Problem to solve
Pictures do not belong in the output. Reproduce exactly the lines from the start of the records through the line with "flex:none; width:33px; height:33px;".

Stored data

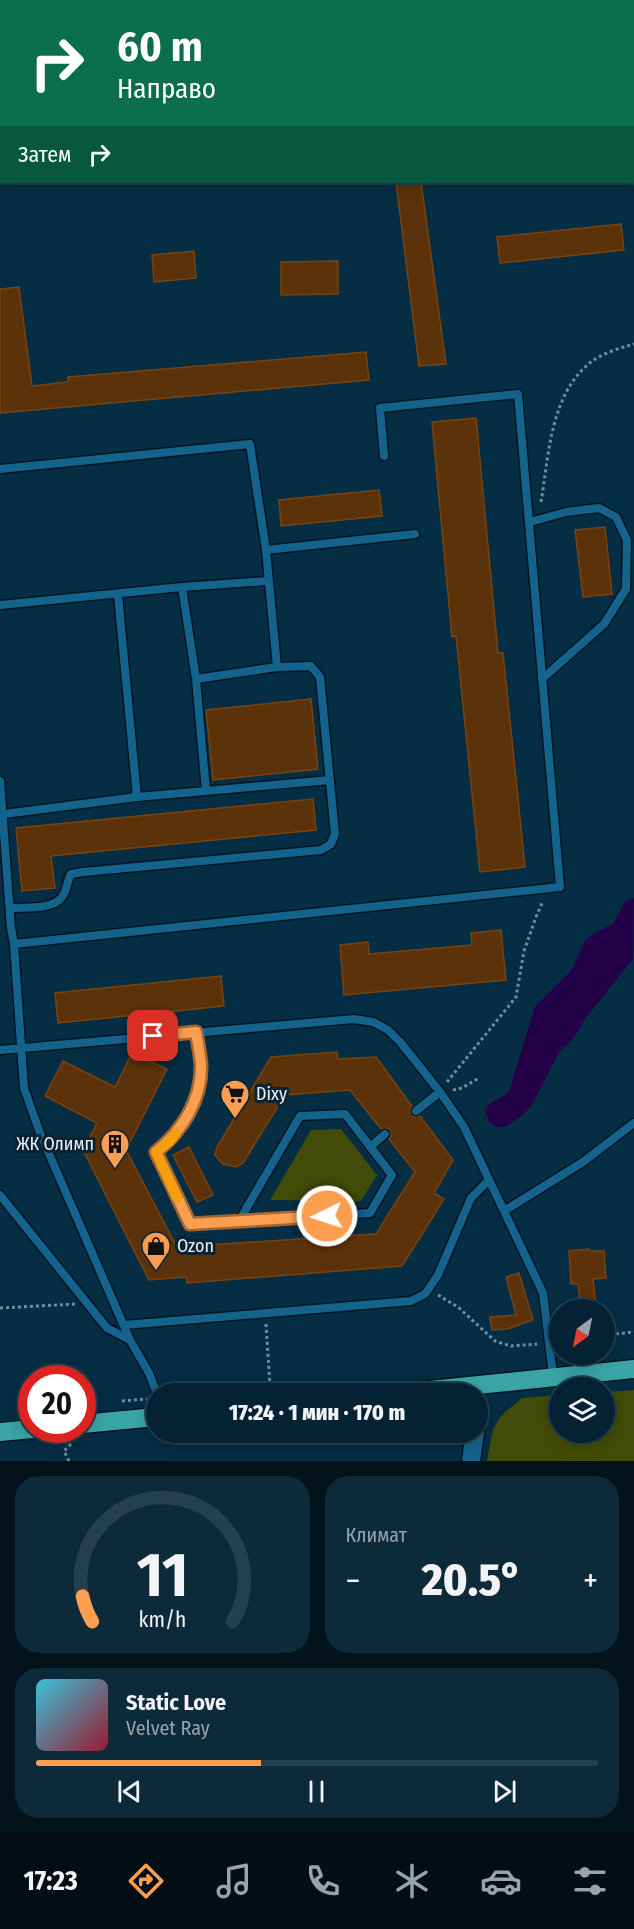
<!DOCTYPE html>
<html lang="ru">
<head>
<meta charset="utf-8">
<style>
	body { margin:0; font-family:"Fira Sans Condensed",sans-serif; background:#0d2a3b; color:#f1f3f6; height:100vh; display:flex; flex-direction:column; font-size:22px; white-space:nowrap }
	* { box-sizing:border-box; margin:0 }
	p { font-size:20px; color:#97a4ac }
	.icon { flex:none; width:33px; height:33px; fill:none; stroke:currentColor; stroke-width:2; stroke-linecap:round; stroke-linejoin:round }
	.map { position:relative; height:1461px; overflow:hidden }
	.side { display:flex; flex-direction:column; gap:15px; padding:15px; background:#02131c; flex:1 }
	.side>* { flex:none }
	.banner { position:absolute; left:0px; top:0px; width:634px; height:183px; box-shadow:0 3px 15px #0003,0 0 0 2px #253f4e; background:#0b6e4f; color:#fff; overflow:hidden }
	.needle { width:39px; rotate:213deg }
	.controls { position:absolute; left:549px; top:1299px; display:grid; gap:12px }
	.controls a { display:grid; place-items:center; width:66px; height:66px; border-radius:50%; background:#042233; box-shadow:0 3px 15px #0003,0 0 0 2px #253f4e; font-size:30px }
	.speed { position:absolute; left:18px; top:1365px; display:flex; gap:12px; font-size:30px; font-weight:700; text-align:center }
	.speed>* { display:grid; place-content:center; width:78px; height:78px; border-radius:50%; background:#042233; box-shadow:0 3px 15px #0003,0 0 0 2px #253f4e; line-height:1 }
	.speed .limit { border:9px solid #d22; background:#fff; color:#111 }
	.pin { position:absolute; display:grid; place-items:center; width:51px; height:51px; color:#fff; margin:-26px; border-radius:12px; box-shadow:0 3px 9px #0006 }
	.me { position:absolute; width:66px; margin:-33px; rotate:266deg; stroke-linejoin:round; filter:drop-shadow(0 0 4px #0008) }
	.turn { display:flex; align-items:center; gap:21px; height:126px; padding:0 18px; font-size:27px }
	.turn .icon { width:78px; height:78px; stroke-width:2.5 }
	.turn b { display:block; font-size:42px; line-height:51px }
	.then { display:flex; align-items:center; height:57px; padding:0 18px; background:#0003; gap:12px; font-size:22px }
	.big { font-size:45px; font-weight:800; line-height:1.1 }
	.side .card { flex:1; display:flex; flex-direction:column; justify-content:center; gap:9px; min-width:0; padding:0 21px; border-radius:24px; background:#0d2a3b }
	.side .dial { align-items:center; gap:0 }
	.dial svg { height:156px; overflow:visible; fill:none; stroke:#253f4e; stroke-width:7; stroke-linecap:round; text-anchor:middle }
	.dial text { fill:#f1f3f6; stroke:none }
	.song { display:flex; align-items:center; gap:18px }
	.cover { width:72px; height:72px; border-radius:9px; background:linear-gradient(135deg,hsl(190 70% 55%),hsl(350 70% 35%)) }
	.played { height:6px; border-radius:3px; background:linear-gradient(90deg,#fb9e50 40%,#253f4e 40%) }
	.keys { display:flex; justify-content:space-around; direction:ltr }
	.heat { display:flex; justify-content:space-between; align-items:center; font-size:33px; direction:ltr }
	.side .tiles { flex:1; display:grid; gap:15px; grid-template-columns:1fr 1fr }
	.card:last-child { grid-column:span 2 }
	.trip { position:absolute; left:146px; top:1383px; width:342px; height:60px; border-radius:30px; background:#042233; box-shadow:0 3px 15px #0003,0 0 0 2px #253f4e; font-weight:800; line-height:60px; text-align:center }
	.tabs { display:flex; height:96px; justify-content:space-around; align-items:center; background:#020e14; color:#97a4ac }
	.tabs .icon { width:42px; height:42px }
	.tabs .selected { color:#fb9e50 }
	.tabs b { font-size:27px; color:#f1f3f6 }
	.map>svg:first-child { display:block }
</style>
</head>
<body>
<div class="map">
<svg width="634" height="1461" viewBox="0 0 634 1461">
	<rect width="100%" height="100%" fill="#052d44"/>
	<!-- green -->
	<path fill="#424c08" d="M341,1129L377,1175L361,1201L270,1200L311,1130Z
		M634,1390V1461H487L493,1429L501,1416L522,1398L559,1395L560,1432H604L605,1392Z"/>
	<!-- water -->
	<path fill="#230048" d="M634,898L633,959L585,1019L573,1039L559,1052L533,1103L524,1114L506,1127H497L489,1122L485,1110C491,1099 502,1100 509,1091L535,1007L571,971L585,941L594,933L613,924L625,902Z"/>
	<!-- building -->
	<path fill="#5b320a" stroke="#7a430d" stroke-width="1.5" d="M396,182H421L446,364L419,366Z
		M621,224L624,250L500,263L497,237Z
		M194,251L196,278L154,282L152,255Z
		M338,261V294L281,295V262Z
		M19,287L32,386L68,382V377L366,352L369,380L0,413V289Z
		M476,418L498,653H503L525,867L480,872L456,636L452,637L432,422Z
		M379,490L382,516L281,526L279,500Z
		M605,527L612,594L583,597L575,530Z
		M311,699L318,769L213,780L206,710Z
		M313,799L316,830L51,856L55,888L22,891L16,828Z
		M501,930L506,980L344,995L340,945L368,942L369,954L472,945L471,933Z
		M221,976L224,1006L58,1023L55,993Z
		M337,1052L338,1059L376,1057L412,1106L410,1109L411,1114L414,1117L420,1116L453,1160L434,1193L444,1199L402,1266L187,1283L186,1277L149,1280L83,1150L97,1123L45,1096L63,1061L115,1087L132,1053L167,1069L126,1150L177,1247L376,1234L415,1172L389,1139L391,1136L390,1130L387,1128L381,1129L350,1090L285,1095L243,1163L236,1167L223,1164L215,1155L217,1147L271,1057Z
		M189,1147L213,1195L197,1202L173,1155Z
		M589,1249V1251H604L606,1278L593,1279L596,1306L581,1309L578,1284H571L569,1251Z
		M519,1273L533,1320L507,1329L492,1330L490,1317L516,1315L506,1277Z"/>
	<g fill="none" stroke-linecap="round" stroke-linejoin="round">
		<!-- lane casing -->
		<g stroke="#011522" stroke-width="11">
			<path id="lane" d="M0,469L250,444L266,550L277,667
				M530,522L566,512L599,508L616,517L627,540L626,589L604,624L542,679
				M266,550L415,534
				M182,587L196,679L206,791
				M118,595L137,797
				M0,605L182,587L268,581
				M0,781L11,928L14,944L24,1088L40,1133L130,1340L149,1373L157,1394
				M4,814L137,797L330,780
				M11,908C26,907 53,910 62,897C67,891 67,881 71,874L83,872L321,850L331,844L335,834L320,677L311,666L277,667L196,679
				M14,944L560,887L518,394L380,408L384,456
				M196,1032C199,1050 204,1070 200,1088C193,1114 176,1136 156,1152L190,1224L370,1213L392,1175L345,1114L300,1116L239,1221
				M0,1050L354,1019L373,1022L388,1030L401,1043L440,1092L464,1127L543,1293L553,1375
				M416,1111L440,1092
				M370,1147L385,1134
				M0,1195L107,1328L130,1340
				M504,1211L583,1162L634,1123
				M124,1325L411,1301L425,1294L438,1275L471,1198L489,1180"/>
		</g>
		<!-- secondary casing -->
		<g stroke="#011522" stroke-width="21">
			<path id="secondary" d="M471,1461L475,1432"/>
		</g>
		<!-- primary casing -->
		<g stroke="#011522" stroke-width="21">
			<path id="primary" d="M391,1394L634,1369
				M82,1424L156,1417
				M0,1432L32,1429"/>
		</g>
		<!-- path -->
		<path stroke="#728d9d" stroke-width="3" stroke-dasharray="3 3" stroke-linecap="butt" d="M541,502C549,455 550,394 591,362C603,353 620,348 634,344
			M447,1082L516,997L524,951L536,917L543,901
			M453,1090L462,1088L479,1078
			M438,1295L458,1307L495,1341L511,1346L537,1344
			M0,1308L75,1304
			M266,1324L270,1386
			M604,1335L634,1332
			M200,1394L257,1387
			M122,1401L147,1399
			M160,1434L173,1432
			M69,1461L64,1451L72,1443"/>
		<!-- lane -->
		<use href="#lane" stroke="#14638d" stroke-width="8"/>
		<!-- secondary -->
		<use href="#secondary" stroke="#14638d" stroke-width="18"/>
		<!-- primary -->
		<use href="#primary" stroke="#3ba4a6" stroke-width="18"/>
	</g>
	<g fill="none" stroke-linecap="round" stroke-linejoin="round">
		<!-- route casing -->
		<g stroke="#a36734" stroke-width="15">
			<path id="route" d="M153,1036L196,1032C198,1043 200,1054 201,1065C202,1100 182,1131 156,1152L190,1224L327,1216"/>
		</g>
		<!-- route -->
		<use href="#route" stroke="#fb9e50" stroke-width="10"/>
		<!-- slow -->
		<path stroke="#f59e0b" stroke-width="10" d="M176,1133L170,1141L156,1152L177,1198"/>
	</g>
	<!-- icons -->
	<defs>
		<g id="supermarket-pin" transform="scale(1.5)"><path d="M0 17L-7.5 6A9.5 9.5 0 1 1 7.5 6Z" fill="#fb9e50" stroke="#0c2331"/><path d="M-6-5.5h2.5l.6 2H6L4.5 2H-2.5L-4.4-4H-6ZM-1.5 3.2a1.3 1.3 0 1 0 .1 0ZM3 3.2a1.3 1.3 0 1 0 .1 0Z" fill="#111"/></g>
		<g id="building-pin" transform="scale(1.5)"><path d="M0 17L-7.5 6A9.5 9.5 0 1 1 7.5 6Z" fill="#fb9e50" stroke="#0c2331"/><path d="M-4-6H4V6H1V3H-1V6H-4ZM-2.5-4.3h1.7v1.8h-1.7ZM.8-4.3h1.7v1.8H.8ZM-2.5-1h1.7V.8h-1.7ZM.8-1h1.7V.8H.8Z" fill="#111"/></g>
		<g id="shop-pin" transform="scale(1.5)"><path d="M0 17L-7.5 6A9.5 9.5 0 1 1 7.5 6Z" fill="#fb9e50" stroke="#0c2331"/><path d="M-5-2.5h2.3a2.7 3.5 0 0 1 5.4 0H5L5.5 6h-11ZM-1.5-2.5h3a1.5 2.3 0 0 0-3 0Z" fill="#111"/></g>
	</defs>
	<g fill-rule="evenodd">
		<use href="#supermarket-pin" x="235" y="1094"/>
		<use href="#building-pin" x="115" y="1144"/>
		<use href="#shop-pin" x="156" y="1246"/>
	</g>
	<g text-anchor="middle" stroke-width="6" stroke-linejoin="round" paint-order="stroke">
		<!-- poi labels -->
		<g font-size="18" fill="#e6f4fd" stroke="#0c2331" text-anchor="start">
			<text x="256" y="1100">Dixy</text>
			<text x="94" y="1150" text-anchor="end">ЖК Олимп</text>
			<text x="177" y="1252">Ozon</text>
		</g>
	</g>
</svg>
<div class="controls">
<a><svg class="needle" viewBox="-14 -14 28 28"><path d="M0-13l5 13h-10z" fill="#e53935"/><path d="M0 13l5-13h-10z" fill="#97a4ac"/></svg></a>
<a><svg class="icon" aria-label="layers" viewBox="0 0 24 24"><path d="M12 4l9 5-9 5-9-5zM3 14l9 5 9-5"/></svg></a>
</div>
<div class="speed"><div class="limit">20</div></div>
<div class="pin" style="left:153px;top:1036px;background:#d93025"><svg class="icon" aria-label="arrive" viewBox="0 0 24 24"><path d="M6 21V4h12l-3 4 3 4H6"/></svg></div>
<svg class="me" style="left:327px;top:1216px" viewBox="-20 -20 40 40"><circle r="17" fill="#fb9e50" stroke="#fff" stroke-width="3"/><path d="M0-11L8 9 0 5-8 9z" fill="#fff"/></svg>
<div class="trip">17:24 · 1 мин · 170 m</div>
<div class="banner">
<div class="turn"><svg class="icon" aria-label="right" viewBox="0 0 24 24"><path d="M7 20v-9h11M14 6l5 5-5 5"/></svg><div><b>60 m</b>Направо</div></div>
<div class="then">Затем<svg class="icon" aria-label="right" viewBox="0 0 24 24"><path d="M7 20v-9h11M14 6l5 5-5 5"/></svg></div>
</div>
</div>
<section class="side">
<div class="tiles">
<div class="card dial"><svg viewBox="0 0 100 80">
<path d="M14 69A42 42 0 1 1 86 69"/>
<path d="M14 69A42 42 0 0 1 9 56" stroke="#fb9e50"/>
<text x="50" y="56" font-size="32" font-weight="700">11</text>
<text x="50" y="72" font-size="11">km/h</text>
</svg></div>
<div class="card"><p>Климат</p>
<div class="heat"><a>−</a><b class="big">20.5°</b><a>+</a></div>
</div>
<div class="card">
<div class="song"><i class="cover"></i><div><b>Static Love</b><p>Velvet Ray</p></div></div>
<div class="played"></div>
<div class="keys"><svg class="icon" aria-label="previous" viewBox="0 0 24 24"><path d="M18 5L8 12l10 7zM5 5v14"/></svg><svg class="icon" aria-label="pause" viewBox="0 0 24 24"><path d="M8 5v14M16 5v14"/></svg><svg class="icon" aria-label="next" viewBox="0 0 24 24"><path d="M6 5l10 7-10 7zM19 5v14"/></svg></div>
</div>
</div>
</section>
<nav class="tabs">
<b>17:23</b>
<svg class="icon selected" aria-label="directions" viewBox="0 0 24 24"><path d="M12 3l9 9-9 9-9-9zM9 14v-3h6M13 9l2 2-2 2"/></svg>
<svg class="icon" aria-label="music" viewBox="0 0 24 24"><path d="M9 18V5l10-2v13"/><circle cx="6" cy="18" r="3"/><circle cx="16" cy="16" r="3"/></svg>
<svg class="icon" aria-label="phone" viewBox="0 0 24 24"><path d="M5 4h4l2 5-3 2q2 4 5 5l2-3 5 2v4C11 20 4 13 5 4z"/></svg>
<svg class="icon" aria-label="climate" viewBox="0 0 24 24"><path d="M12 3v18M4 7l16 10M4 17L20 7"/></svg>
<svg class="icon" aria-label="car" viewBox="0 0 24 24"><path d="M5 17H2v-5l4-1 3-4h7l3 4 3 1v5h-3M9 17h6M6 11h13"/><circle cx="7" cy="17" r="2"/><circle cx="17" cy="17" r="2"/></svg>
<svg class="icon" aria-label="filters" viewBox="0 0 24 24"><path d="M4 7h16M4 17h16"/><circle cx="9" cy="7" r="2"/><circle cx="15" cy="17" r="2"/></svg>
</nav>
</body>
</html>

Final answer
<!DOCTYPE html>
<html lang="ru">
<head>
<meta charset="utf-8">
<style>
	body { margin:0; font-family:"Fira Sans Condensed",sans-serif; background:#0d2a3b; color:#f1f3f6; height:100vh; display:flex; flex-direction:column; font-size:22px; white-space:nowrap }
	* { box-sizing:border-box; margin:0 }
	p { font-size:20px; color:#97a4ac }
	.icon { flex:none; width:33px; height:33px; fill:none; stroke:currentColor; stroke-width:2; stroke-linecap:round; stroke-linejoin:round }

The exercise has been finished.